The Metaverse & Bitcoin As Digital Real Estate

The Saylor Narrative

I am sure by now you will have heard Michael Saylor refer to Bitcoin as the new “real estate” of the future. Michael is very strong in his view that Bitcoin is the highest form of property ownership the world has ever seen. When you begin to think about property and what it accomplishes for the owner, it becomes abundantly clear that digital assets are very much a form of property. The fact that lending out your Bitcoin earns you a yield is equally as powerful as a landlord lending out his house to a tenant for a monthly fee.

In fact, it is actually more powerful due to the fact that there is zero maintenance required on digital property. Network upgrades take place outside of the holder’s jurisdiction. Some may argue that transaction fees can begin to carry and reflect this effect. Perhaps but if you are not moving assets around it is not going to injure your pocket. Property investors usually hold onto a good property indefinitely, as it is a good income source, as well as an investment.

The Dual Role Of Property Investment

When investing, the role and purpose of property are to own an asset that increases in value over time, while simultaneously providing the owner an ongoing monthly income. As previously mentioned, BTC is actually capable of achieving a similar outcome. However, a thorough investigation will actually reveal that BTC outshines property, making it more attractive as an asset class.

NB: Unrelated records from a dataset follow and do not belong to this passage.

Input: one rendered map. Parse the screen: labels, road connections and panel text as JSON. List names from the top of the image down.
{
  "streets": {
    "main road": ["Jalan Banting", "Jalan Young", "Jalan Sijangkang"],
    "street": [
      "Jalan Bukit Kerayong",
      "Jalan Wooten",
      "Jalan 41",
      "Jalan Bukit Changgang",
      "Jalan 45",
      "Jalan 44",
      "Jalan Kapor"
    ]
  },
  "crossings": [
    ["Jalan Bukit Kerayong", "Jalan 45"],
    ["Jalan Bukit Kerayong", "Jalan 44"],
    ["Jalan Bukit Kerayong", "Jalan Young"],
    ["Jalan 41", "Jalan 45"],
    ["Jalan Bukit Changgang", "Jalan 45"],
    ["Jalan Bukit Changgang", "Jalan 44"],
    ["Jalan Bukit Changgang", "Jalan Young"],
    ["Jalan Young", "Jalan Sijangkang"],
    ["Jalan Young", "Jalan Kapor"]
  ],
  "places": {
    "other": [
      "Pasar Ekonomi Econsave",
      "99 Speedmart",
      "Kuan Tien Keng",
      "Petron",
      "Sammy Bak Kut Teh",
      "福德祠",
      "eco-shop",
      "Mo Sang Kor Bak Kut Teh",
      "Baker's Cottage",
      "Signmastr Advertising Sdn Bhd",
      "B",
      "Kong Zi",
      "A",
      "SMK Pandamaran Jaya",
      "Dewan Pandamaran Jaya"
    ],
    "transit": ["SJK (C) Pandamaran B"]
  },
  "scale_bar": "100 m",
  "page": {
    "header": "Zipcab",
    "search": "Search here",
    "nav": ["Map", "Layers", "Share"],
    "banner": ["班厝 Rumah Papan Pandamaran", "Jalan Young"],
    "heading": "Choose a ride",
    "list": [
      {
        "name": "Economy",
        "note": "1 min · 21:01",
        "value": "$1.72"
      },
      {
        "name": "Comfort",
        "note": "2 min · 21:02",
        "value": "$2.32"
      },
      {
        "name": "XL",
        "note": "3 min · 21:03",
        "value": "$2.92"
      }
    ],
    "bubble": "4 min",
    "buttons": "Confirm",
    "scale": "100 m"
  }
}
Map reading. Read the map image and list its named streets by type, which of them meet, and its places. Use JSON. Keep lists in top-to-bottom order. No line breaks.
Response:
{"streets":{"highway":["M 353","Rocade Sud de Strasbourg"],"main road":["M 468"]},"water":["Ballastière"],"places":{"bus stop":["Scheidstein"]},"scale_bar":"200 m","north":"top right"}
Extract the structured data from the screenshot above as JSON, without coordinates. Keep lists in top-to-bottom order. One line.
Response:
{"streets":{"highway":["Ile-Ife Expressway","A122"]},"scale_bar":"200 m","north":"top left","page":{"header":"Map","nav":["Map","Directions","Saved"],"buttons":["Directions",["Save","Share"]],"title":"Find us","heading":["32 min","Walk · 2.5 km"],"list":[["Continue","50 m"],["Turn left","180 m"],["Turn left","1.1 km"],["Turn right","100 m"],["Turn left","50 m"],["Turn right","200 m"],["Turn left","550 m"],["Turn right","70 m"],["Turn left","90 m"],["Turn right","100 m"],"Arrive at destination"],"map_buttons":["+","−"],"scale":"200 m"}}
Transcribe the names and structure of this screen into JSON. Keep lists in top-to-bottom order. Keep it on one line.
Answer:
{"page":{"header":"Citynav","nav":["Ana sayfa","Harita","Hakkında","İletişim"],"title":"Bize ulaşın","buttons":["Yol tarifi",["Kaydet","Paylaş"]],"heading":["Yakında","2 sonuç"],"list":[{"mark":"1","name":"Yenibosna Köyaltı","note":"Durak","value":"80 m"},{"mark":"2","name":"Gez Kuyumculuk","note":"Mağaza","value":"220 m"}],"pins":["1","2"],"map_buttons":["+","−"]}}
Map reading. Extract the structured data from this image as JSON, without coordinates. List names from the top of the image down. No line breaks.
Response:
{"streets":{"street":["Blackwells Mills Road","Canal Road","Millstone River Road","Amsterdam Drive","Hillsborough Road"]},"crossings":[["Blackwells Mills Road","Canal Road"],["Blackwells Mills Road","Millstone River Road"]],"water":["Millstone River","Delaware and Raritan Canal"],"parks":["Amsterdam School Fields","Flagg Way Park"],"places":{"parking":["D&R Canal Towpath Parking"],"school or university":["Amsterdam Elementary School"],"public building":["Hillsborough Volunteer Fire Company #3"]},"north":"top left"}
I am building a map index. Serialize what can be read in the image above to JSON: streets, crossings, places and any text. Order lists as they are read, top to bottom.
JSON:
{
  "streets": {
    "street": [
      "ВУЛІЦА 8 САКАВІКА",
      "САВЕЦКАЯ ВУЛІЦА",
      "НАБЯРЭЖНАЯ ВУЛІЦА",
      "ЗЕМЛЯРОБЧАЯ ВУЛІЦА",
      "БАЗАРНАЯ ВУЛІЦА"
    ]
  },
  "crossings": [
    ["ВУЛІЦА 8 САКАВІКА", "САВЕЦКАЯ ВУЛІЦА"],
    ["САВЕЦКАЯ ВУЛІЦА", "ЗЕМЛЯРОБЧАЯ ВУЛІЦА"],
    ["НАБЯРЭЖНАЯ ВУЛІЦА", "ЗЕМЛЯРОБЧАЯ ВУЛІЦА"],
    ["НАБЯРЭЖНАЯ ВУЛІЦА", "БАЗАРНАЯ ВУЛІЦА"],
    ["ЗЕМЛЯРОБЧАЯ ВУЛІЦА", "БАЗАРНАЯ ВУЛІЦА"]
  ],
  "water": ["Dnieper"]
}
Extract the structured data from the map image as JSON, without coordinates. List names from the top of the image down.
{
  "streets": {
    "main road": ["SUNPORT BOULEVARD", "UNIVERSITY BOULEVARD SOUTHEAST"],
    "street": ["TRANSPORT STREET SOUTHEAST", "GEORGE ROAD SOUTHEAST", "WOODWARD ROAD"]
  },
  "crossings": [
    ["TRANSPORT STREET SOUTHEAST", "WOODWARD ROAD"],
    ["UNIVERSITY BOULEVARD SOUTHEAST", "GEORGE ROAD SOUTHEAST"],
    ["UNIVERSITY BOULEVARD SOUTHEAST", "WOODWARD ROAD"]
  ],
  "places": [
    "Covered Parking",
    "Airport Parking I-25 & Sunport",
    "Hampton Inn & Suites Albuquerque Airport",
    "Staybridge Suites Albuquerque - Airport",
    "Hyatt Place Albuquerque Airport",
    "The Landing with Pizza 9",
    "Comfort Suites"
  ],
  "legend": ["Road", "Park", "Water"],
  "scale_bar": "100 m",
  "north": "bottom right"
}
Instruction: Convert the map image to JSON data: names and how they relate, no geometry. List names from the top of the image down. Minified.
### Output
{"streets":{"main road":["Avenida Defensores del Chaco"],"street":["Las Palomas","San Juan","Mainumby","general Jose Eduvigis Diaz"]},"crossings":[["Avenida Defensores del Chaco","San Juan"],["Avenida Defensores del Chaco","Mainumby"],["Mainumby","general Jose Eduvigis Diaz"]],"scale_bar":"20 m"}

Sure, there will always be the homeowners who actually purchase property to live in but one has to consider that typical property investors may begin diversifying into BTC and other digital assets.

A Transition In Property Investment

I would not be surprised if many players on Upland and other similarly styled property NFT games are actually conventional property investors. With shrinking margins in real estate, compounded by tenant issues, the metaverse may become increasingly more popular. Many people reading this may not necessarily agree but it all depends on where you are in the world. As mentioned earlier, property investment for living purposes still makes reasonable sense. However, as a business model, it ranks fairly low in terms of margins.

The world of digital assets and tokenization is just getting started. Take Upland, for instance, a guaranteed 17% is quite attractive. However, these platforms are still new and are busy building trust and reputation amongst investors. It is therefore quite unlikely that “property” sized investments will be attracted to these platforms just yet. There will however be a growing demand right alongside an ever-increasing capital allocation.


What is however clear is that investors will begin diversifying their investments into BTC and other NFT “property” typed investments. This may begin slowly but it will definitely be on the rise, especially as the investment-grade NFT and metaverse options begin to shine amongst the fading hype. One needs to try and discern early on which opportunities are going to succeed well into the future. This is where good old-fashioned research comes into the picture.

OVRLand is one such platform I am currently looking at. The market cap is only $61 million with a healthy daily volume of approximately 10% of that, which is quite significant. I do not currently hold any OVR but I will most likely begin building a position soon!